City facing nearly $2 million shortfall
Tuesday, February 26, 2013
Jefferson City is looking at various cuts as 2013 revenues are expected to fall below projections, a problem that apparently is not new to the city.
At a City Council work session Monday, interim Finance Director Bill Betts said the revenues for 2013 likely will come in nearly $2 million below projections.
“Where did this shortfall come from,” Betts said. “We were just wrong on a lot of these projections.”
But, as the council found out Monday, the city has been making decisions based on wrong projections for years. Betts said for fiscal year 2012, the city had about $34 million in expenses, but only brought in $32.8 million in revenues.
He said that’s because the city had not been budgeting funds to cover matching costs of grant money awarded to city departments; instead, it simply was documenting the grant funds as new revenue, without the accompanying expenses.
“This is terrible news,” Betts said. “No one’s excited about it.”
The shortfall and the realization that the city has been overspending caused concern and frustration among council members who questioned how it was possible that they did not know of these issues before Monday.
Third Ward Councilman Bryan Pope said he didn’t understand how the city could end the fiscal year in the minus and not inform the council.
“So we ended 2012 out of balance,” Pope said. “And we don’t know about it until right now.”
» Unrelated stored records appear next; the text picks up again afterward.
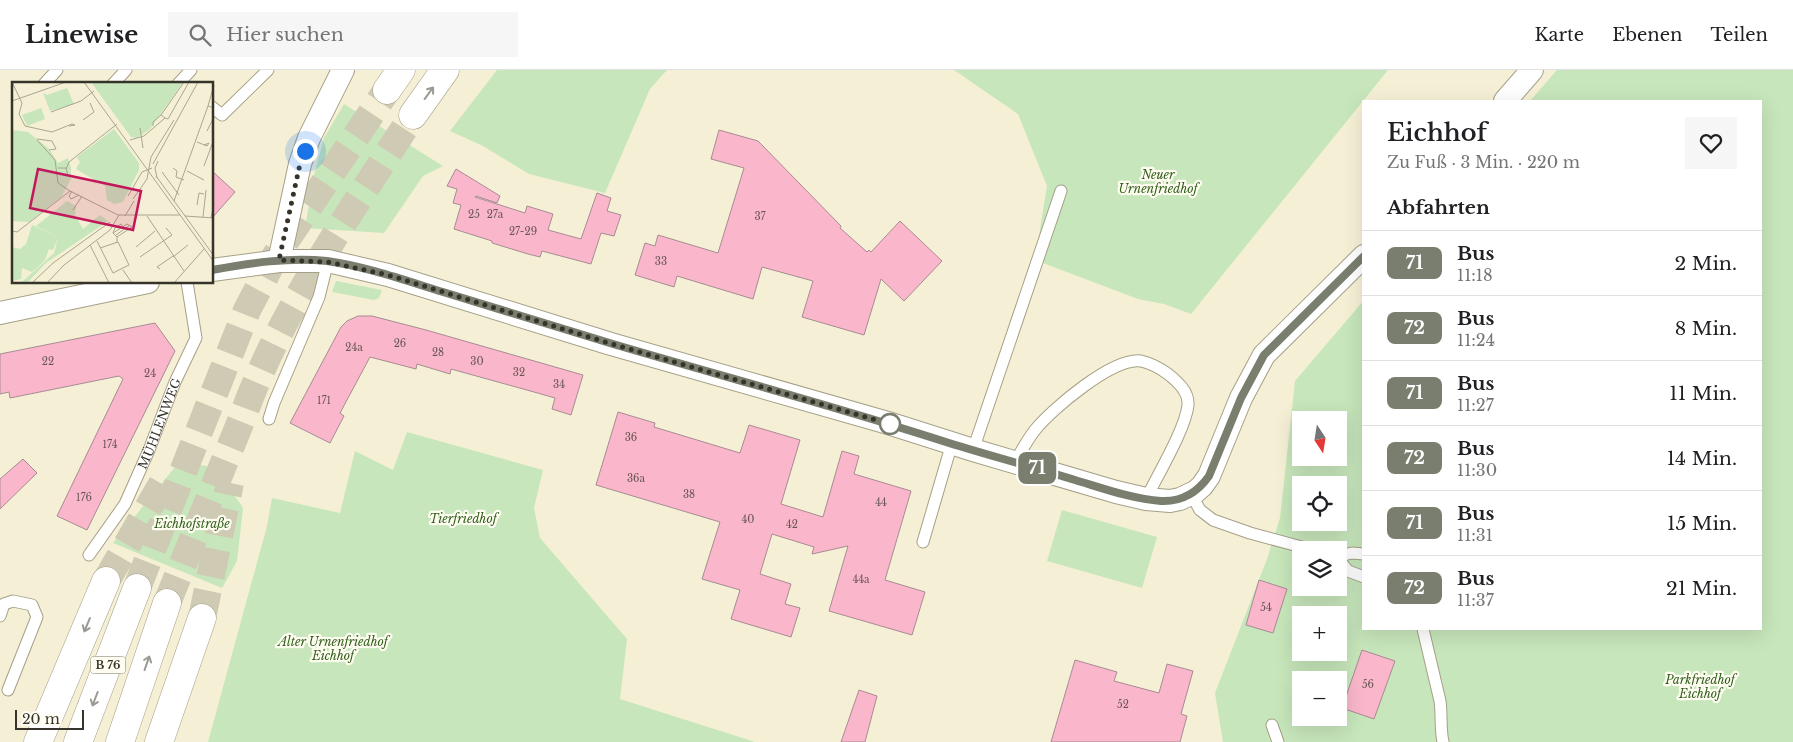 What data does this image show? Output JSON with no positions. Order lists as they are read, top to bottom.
{
  "streets": {
    "highway": ["B 76"],
    "lane": ["MÜHLENWEG"]
  },
  "parks": [
    "Neuer Urnenfriedhof",
    "Tierfriedhof",
    "Eichhofstraße",
    "Alter Urnenfriedhof Eichhof",
    "Parkfriedhof Eichhof"
  ],
  "lines": ["bus line 71"],
  "house_numbers": [
    "25",
    "27a",
    "37",
    "27-29",
    "33",
    "26",
    "24a",
    "28",
    "22",
    "30",
    "32",
    "24",
    "34",
    "171",
    "36",
    "174",
    "36a",
    "38",
    "176",
    "44",
    "40",
    "42",
    "44a",
    "54",
    "56",
    "52"
  ],
  "scale_bar": "20 m",
  "north": "bottom",
  "page": {
    "header": "Linewise",
    "search": "Hier suchen",
    "nav": ["Karte", "Ebenen", "Teilen"],
    "on_map": "71",
    "heading": [
      ["Eichhof", "Zu Fuß · 3 Min. · 220 m"],
      "Abfahrten"
    ],
    "list": [
      {
        "mark": "71",
        "name": "Bus",
        "note": "11:18",
        "value": "2 Min."
      },
      {
        "mark": "72",
        "name": "Bus",
        "note": "11:24",
        "value": "8 Min."
      },
      {
        "mark": "71",
        "name": "Bus",
        "note": "11:27",
        "value": "11 Min."
      },
      {
        "mark": "72",
        "name": "Bus",
        "note": "11:30",
        "value": "14 Min."
      },
      {
        "mark": "71",
        "name": "Bus",
        "note": "11:31",
        "value": "15 Min."
      },
      {
        "mark": "72",
        "name": "Bus",
        "note": "11:37",
        "value": "21 Min."
      }
    ],
    "map_buttons": ["+", "−"],
    "scale": "20 m"
  }
} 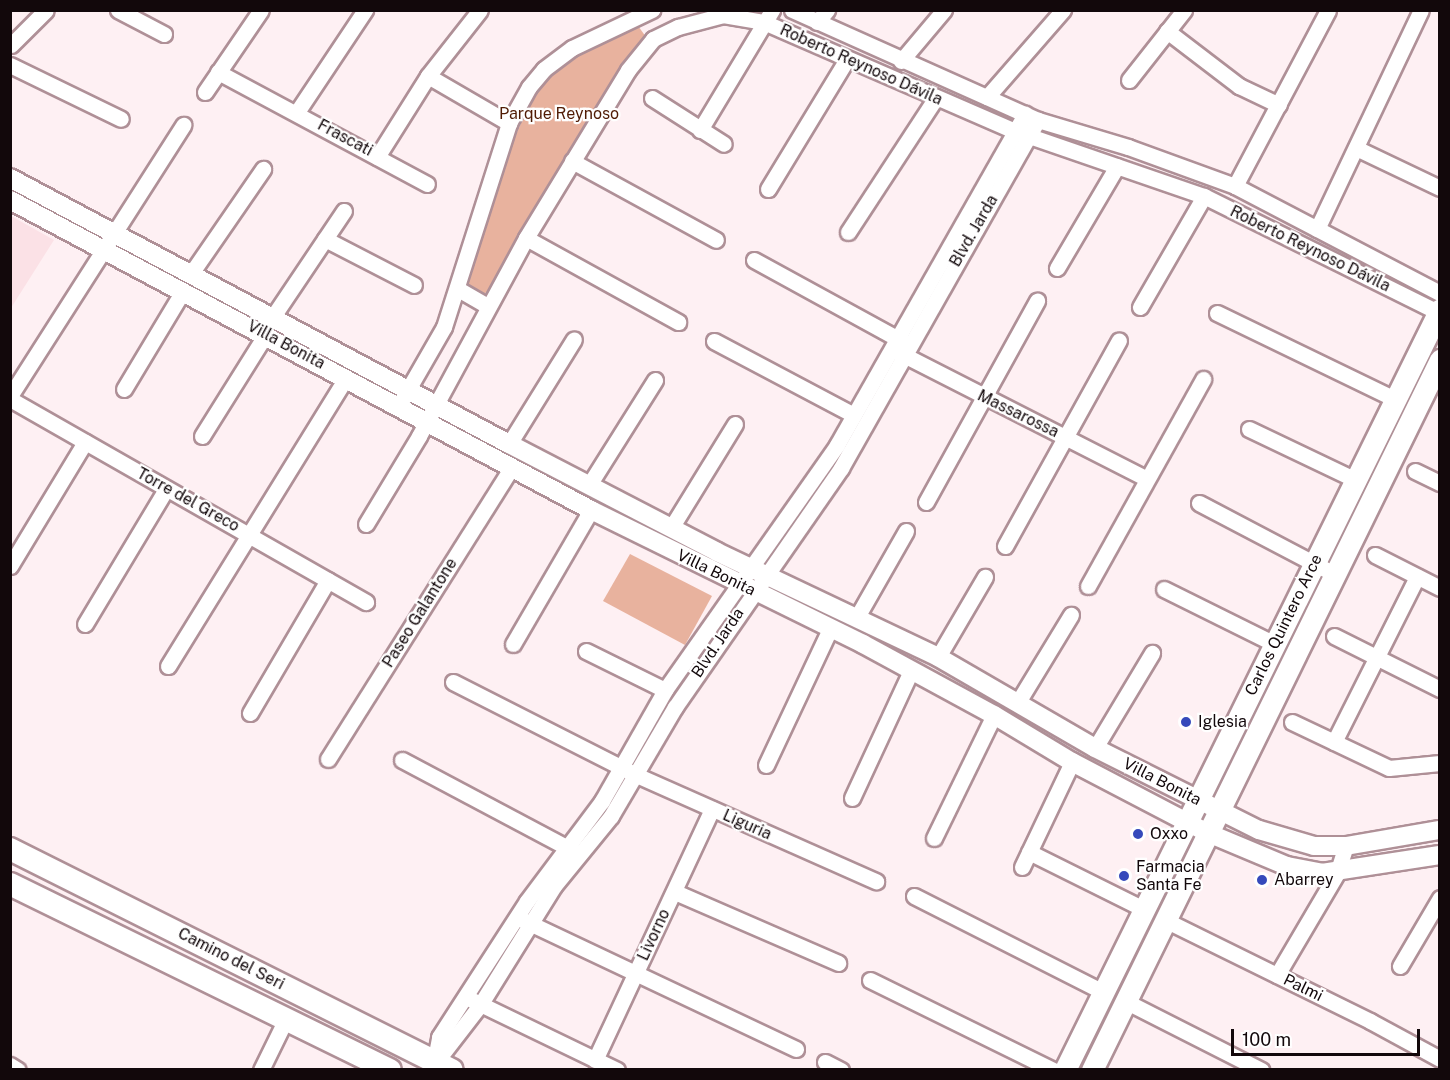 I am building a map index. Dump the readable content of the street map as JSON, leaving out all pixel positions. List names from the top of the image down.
{
  "streets": {
    "main road": ["Carlos Quintero Arce", "Camino del Seri"],
    "street": [
      "Roberto Reynoso Dávila",
      "Frascati",
      "Blvd. Jarda",
      "Villa Bonita",
      "Massarossa",
      "Torre del Greco",
      "Paseo Galantone",
      "Liguria",
      "Livorno",
      "Palmi"
    ]
  },
  "crossings": [
    ["Roberto Reynoso Dávila", "Blvd. Jarda"],
    ["Roberto Reynoso Dávila", "Villa Bonita"],
    ["Roberto Reynoso Dávila", "Carlos Quintero Arce"],
    ["Blvd. Jarda", "Villa Bonita"],
    ["Blvd. Jarda", "Massarossa"],
    ["Blvd. Jarda", "Liguria"],
    ["Blvd. Jarda", "Camino del Seri"],
    ["Villa Bonita", "Paseo Galantone"],
    ["Villa Bonita", "Carlos Quintero Arce"],
    ["Carlos Quintero Arce", "Palmi"],
    ["Liguria", "Livorno"]
  ],
  "parks": ["Parque Reynoso"],
  "places": [
    "Iglesia",
    "Oxxo",
    "Farmacia Santa Fe",
    "Abarrey"
  ],
  "scale_bar": "100 m"
}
Fourth Ward Councilman Bill Luebbert said in his two years on the council, he has not been pleased with the city’s existing budget procedures, which are supposed to be changing before the next budget process.
“I have not been satisfied with the budget process,” Luebbert said. “This doesn’t generate a lot of confidence.”
The city’s 2013 fiscal year began Nov. 1.
The reason the council was unaware until Monday, City Administrator Nathan Nickolaus said is because of the accounting system used by the city and how it works. But past policies were also a part.
Betts said part of the problems in past budgeting processes was because the accounting staff in the Finance Department apparently were not allowed to be part of the budget process at all. Nickolaus said when he became aware of the policy, he changed it, adding that during the most recent budget process he had to order the accountants to take part despite the former finance director’s policy.
“I had no idea,” Nickolaus said.
He said past projections were not based on actual numbers but were instead a “shoot from the hip guess.” Nickolaus said the city is facing honest numbers, which can be painful, but that they have to wake up from “the fantasy world we were living in.”
To deal with the shortfall, Nickolaus proposed a series of budget cuts. They include:
• Not filling any vacant position the rest of the year and offering incentives for early retirement, resulting in an overall 8 percent reduction in workforce.
• City departments are all facing cuts, with the largest coming from the Public Works Department at a little more than $225,000.
• Reducing the city’s economic development contract with the Jefferson City Area Chamber of Commerce by $15,000.
“There are no more easy cuts,” Nickolaus said. “Every single cut that’s on there is painful ... this is very serious.”
The council is planning to meet again in open session after the City Council meeting next week to discuss the proposed cuts and potentially approve the plan. Nickolaus said the city needs to move quick, otherwise the figures could change and they could face deeper cuts.
“I would’ve appreciated knowing a little more about this material in advance,” Pope said.
Council members said they wanted more time to go through the information and proposal before coming to a decision. Mayor Eric Struemph said the council would move quickly, but with as much information as possible.
Sales tax figures adjusted
In other business, the council also was presented adjusted figures for sales tax E, which was in effect from 2007 to 2012, and sales tax F, the current city sales tax.
Betts said the city had projected $25 million coming from sales tax E, but that did not come in as expected. He said the alterations will not affect any promises made to the public, but required a shifting of funds to cover projects.
Nickolaus said sales tax E was projected to bring in $5 million per year. But in the best year of the five it lasted, it generated $4.8 million.
As for sales tax F, Betts said the city projected $26 million, or $5.2 million per year, but likely will see only $4.7 million per year, requiring some modifications to the spending plan.